• What is expected: Extract each line of the records below that contains the word "data".

== == ==

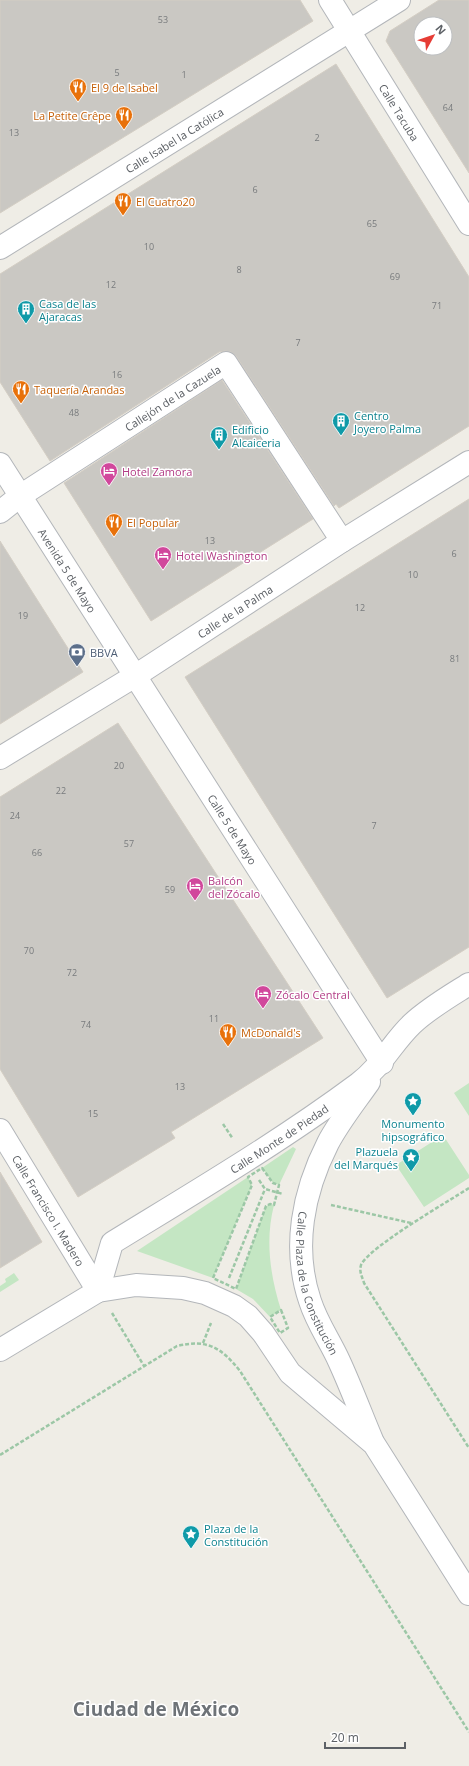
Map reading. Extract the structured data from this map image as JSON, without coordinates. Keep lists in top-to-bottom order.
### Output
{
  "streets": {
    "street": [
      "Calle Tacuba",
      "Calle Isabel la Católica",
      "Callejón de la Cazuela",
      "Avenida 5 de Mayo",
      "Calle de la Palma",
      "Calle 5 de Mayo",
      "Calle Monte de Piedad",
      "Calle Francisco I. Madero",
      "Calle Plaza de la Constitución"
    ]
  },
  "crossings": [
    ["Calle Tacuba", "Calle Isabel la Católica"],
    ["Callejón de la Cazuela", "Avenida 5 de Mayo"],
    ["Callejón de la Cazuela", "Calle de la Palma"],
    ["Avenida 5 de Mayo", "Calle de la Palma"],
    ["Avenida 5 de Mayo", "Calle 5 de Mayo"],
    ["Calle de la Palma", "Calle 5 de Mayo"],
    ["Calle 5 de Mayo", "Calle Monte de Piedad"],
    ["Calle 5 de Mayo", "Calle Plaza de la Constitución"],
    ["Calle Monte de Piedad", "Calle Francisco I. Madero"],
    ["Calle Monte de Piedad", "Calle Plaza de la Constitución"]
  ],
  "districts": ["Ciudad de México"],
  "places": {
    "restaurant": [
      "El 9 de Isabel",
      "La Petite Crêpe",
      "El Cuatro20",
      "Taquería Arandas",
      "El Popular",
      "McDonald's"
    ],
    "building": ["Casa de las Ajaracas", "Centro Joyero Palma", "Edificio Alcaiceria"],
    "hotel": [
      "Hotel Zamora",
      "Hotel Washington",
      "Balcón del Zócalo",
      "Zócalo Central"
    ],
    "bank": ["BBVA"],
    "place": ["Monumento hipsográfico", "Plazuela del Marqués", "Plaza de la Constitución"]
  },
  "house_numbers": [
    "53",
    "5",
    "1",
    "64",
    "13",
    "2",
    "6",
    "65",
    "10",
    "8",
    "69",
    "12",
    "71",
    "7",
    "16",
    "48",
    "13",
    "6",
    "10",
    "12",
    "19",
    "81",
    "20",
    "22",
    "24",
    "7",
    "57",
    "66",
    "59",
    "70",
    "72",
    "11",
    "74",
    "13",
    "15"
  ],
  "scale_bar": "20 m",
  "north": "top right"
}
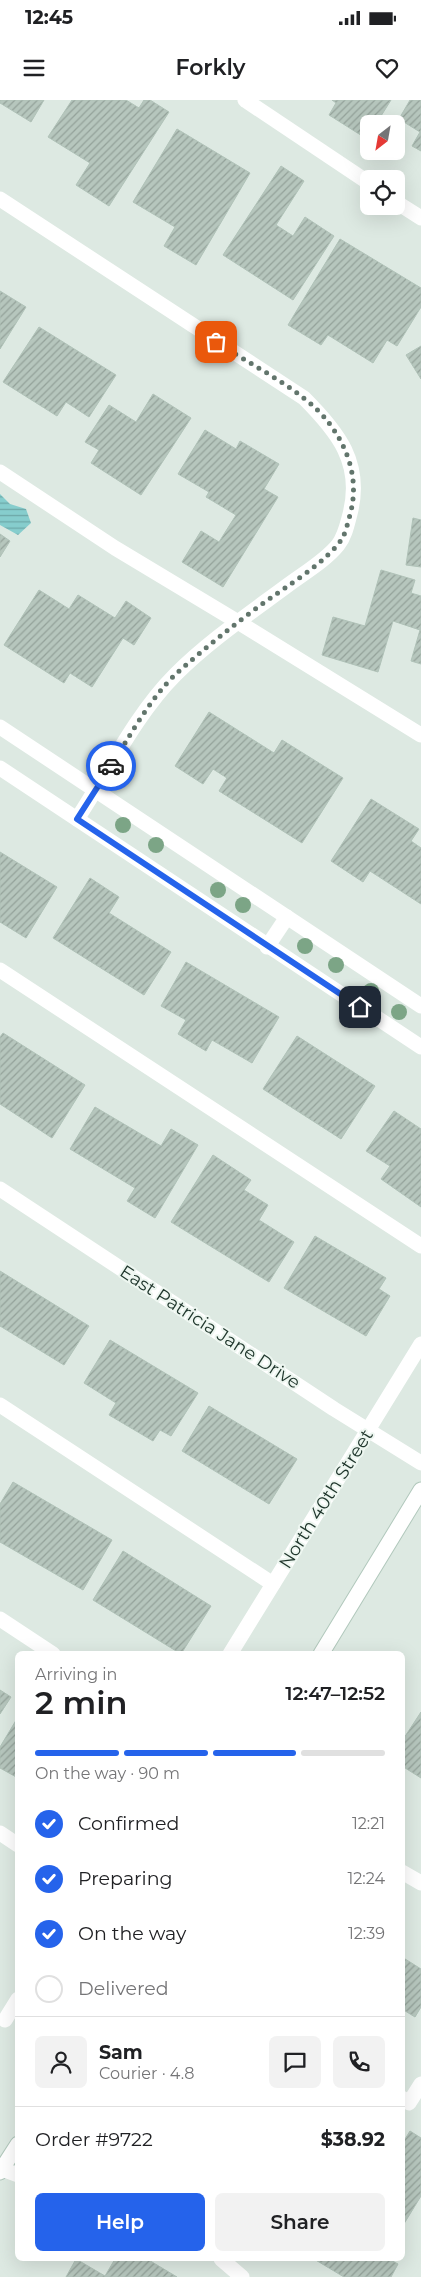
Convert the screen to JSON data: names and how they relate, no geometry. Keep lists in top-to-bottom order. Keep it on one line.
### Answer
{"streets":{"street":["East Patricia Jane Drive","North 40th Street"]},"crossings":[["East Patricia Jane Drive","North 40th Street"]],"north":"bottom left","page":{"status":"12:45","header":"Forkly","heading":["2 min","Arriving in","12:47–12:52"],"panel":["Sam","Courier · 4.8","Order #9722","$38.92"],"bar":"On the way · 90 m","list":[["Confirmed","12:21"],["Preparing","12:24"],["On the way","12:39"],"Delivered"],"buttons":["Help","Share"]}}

== == ==

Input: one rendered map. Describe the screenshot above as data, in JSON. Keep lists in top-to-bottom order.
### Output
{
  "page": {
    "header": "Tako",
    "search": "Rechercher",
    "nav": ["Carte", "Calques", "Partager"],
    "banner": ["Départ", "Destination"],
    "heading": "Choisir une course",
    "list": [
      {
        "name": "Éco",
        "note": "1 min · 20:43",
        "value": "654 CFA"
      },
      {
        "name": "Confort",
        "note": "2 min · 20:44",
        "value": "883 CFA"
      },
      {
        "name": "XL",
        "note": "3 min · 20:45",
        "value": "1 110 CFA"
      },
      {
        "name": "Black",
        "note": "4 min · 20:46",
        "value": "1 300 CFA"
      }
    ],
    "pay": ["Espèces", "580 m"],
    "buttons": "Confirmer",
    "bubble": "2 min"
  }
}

== == ==

• Solution for this exercise:
Map reading. Extract the structured data from this map image as JSON, without coordinates. Keep lists in top-to-bottom order.
Convert the screen to JSON data: names and how they relate, no geometry. Keep lists in top-to-bottom order. Keep it on one line.
Input: one rendered map. Describe the screenshot above as data, in JSON. Keep lists in top-to-bottom order.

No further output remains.